Yes, I know, not Isambard's Kingdom, at least not yet. Despite some interesting snippets (Eton College unsuccessfully tried to get an injunction to stop the Great Western stopping at Slough because they feared the boys would escape; coots only feed one of their young) the style was just so boring, I couldn't take it in large doses. Maybe I will return to it in snippets. In the meantime, I have collected Minnow on the Say, but haven't dared open it yet, for fear of disappointment.
My usual practice, on visiting the library, is to randomly select half a dozen books from the paperback fiction section, and see what I've got when I get home. That way I occasionally uncover something brilliant that I would never have looked at otherwise (J.G. Farrell's Troubles comes to mind), I usually get something sufficiently mindlessly engaging for the train, and sometimes of course, tomes that are completely unreadable (no matter how good the author (sorry Kate Mosse, Hilary Mantell, Joanne Harris; even Daphne DuMaurier), I simply cannot engage with anything set during the French Revolution).

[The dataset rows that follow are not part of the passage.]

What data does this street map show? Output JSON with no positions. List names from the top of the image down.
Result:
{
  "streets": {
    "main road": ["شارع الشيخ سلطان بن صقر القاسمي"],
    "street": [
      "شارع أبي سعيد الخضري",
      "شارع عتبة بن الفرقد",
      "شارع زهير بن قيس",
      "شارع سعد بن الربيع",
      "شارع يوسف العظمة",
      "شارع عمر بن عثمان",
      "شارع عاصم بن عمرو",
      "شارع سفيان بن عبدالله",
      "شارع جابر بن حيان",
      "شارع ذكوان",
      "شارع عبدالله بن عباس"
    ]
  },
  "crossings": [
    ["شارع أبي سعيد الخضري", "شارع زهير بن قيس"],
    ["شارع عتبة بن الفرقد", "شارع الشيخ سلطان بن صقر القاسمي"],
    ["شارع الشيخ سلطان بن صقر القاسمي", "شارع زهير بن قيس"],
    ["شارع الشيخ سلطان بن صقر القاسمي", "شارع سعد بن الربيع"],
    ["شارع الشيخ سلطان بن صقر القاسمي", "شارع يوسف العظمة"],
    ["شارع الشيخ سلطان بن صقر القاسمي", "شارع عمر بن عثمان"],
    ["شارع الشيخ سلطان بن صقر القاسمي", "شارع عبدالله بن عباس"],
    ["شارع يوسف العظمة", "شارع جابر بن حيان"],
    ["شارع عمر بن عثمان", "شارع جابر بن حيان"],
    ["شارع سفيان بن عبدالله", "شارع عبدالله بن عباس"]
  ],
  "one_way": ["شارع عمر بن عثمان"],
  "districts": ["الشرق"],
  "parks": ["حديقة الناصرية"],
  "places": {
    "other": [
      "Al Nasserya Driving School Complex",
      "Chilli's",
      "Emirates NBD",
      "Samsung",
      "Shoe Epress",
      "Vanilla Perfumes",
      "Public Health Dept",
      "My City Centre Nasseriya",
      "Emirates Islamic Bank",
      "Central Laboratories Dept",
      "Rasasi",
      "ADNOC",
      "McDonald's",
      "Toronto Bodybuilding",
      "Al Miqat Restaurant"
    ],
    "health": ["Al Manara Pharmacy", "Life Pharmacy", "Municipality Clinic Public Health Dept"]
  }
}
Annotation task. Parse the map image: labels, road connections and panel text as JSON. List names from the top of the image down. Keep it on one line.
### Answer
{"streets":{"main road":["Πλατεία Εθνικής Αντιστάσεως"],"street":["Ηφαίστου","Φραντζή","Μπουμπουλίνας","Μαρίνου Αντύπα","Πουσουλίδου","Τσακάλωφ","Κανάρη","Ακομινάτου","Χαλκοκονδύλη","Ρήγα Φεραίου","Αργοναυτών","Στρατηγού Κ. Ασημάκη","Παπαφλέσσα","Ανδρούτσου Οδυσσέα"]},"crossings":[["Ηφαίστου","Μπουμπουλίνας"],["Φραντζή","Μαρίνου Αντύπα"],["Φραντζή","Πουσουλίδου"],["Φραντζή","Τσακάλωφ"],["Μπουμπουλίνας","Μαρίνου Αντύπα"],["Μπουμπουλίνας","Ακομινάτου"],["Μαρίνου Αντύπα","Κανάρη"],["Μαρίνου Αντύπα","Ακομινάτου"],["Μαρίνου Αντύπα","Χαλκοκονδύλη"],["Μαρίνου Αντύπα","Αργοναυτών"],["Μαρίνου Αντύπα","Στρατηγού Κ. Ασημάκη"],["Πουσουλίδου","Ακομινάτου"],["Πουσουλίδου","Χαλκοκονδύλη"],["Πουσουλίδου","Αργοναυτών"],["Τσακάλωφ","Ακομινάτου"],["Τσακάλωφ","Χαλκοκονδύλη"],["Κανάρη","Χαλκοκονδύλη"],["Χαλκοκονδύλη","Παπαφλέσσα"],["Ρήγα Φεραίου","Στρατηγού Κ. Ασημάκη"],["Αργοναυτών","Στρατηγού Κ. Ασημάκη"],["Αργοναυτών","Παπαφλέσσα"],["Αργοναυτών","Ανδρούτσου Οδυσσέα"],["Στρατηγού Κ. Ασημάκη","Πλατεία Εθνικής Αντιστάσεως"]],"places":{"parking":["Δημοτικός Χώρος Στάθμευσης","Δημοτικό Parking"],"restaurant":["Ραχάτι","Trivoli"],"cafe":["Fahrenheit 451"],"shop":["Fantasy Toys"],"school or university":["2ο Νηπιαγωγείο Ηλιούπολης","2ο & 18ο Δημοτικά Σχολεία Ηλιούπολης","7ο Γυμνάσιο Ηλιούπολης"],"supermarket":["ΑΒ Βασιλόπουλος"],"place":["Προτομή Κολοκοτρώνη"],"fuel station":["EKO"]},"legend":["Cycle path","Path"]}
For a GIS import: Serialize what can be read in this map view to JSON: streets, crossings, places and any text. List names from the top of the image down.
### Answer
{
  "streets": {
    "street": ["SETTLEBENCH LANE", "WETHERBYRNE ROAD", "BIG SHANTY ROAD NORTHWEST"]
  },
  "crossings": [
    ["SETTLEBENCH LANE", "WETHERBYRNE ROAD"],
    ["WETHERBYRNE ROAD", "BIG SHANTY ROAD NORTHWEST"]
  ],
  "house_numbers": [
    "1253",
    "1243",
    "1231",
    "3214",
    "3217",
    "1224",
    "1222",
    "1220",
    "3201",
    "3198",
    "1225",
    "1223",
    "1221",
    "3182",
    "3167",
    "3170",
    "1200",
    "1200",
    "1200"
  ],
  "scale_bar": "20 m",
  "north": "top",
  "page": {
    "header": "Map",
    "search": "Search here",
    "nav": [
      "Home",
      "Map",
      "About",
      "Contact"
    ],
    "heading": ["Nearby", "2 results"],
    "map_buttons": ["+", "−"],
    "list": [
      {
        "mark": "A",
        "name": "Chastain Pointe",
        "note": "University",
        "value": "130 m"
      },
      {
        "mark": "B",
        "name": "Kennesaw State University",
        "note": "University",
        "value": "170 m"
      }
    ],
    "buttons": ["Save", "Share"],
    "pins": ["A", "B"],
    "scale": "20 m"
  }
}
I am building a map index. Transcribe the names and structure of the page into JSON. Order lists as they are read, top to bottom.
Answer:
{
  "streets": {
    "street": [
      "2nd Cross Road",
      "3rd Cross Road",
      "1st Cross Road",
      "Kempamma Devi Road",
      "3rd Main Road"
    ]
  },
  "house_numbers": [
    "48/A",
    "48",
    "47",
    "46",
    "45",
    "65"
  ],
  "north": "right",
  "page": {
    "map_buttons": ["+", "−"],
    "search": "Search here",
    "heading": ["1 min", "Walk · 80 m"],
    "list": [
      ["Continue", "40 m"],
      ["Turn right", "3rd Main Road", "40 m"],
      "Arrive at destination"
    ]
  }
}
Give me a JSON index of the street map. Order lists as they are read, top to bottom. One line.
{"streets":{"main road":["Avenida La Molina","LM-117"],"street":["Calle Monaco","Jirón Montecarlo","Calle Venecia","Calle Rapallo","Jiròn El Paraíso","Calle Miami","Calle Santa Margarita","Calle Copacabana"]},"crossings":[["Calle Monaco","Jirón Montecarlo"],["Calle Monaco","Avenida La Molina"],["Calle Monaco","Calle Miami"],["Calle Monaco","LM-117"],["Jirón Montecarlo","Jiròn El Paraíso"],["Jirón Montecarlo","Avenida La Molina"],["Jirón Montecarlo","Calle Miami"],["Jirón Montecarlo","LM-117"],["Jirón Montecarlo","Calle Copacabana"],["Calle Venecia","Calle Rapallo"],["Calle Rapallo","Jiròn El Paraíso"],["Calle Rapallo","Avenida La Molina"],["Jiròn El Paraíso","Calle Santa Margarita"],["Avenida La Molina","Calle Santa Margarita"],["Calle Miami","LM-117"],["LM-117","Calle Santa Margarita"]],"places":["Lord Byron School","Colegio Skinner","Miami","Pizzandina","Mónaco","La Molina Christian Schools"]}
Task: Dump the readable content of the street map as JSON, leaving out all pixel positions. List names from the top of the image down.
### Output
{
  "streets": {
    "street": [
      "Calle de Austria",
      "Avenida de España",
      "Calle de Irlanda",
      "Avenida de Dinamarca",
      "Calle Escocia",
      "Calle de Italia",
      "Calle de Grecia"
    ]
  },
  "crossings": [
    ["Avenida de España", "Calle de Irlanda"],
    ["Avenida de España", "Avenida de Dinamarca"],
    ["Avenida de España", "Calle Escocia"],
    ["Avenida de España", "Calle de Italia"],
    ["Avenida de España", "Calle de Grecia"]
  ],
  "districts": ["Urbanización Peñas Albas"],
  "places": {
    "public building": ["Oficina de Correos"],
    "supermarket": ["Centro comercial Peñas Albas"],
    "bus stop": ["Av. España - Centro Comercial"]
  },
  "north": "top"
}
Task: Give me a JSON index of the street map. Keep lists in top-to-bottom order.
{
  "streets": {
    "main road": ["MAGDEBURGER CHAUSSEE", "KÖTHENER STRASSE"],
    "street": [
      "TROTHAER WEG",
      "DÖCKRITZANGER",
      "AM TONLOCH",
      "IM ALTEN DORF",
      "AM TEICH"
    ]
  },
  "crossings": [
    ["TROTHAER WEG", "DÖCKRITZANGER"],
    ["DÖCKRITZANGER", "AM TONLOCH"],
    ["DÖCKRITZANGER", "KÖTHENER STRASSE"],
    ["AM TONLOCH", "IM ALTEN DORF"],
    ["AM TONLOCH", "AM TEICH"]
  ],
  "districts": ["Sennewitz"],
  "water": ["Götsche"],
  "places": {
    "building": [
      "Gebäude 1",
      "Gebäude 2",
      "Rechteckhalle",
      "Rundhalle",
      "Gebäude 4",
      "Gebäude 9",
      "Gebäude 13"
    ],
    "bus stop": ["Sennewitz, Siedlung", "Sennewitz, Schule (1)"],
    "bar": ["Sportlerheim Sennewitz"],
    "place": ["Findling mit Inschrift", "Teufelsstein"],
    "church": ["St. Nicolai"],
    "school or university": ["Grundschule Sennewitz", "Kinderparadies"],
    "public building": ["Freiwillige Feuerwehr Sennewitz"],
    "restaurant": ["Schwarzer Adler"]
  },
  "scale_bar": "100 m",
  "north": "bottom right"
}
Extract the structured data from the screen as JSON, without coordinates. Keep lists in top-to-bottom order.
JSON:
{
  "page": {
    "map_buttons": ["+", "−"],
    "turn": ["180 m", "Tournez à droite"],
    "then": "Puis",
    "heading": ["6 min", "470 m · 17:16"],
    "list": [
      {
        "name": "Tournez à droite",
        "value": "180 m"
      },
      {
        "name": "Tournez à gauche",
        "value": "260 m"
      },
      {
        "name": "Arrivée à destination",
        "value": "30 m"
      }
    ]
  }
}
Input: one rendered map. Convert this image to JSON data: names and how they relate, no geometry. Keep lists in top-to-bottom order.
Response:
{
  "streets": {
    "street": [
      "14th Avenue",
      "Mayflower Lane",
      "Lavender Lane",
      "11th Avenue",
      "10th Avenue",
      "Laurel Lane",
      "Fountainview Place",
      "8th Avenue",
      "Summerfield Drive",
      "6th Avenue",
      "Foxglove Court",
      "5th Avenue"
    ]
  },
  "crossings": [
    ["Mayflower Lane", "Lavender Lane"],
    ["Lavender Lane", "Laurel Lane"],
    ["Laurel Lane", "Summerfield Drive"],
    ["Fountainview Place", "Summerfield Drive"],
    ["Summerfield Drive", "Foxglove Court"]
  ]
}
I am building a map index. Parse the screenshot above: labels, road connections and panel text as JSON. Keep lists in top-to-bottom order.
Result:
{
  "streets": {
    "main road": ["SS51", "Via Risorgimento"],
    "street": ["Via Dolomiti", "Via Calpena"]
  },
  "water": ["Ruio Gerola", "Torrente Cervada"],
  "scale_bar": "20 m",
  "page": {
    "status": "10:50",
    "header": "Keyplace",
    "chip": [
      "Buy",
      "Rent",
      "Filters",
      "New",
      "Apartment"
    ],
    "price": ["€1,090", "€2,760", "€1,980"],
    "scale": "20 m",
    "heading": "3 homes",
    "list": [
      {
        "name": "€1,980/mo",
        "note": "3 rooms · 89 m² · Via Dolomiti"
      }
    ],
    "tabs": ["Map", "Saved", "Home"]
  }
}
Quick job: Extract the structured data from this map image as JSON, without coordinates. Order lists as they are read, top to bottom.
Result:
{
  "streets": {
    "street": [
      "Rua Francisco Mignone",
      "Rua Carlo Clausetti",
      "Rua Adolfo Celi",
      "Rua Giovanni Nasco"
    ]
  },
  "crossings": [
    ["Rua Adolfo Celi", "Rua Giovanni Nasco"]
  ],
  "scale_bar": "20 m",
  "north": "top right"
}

And there on the shelf in front of me (not having been to the library for a while, the first couple of visits saw me accidentally only looking in the historical fiction section. I'm not too keen on the English Civil War as a backdrop either) was The Boat Girls by Margaret Mayhew. Sure enough, the story of three eighteen year old women from different backgrounds who go off to work on the boats in the war. Women-in-WW2 is clearly Margaret Mayhew's stock in trade, judging by her other half-dozen or so titles, whose covers were reproduced inside. Women and Americans, women and Dunkirk, women in the WRNS, women in the WAAF, and women on the IW.
Well, it wasn't at all bad. I could cavil and say that the characters were somewhat superficailly drawn and not very emothioally engaging, but I've seen a lot worse, and anyway, that's probably not what Mayhew's readership is after. It was a bit of a shame that they all had to be the same age - Shy Prue, tyrannised by her suburban father, who escapes a lifetime of drudgery as a bank clerk by ultimately escaping to Winnipeg with a lost-and-then-found-again airman (oh, sorry, spoiler); Privileged Frances, tyrannised by her upper class RAF officer brother (her father having not quite been himself since the first war), who escapes a lifetime of drudgery as chatelaine of a crumbling stately home by nearly running off with a boatman before realising that it just wouldn't work and settling for an upper class RAF officer friend of her brother's instead, and Ros, the down to earth gritty one, forged in a lifetime of theatrical lodgings, who rather improbably gives up the casting couch for Frances' brother (Vere, if you please) who is so smitten with her that he throws his tyrannical morality to the winds.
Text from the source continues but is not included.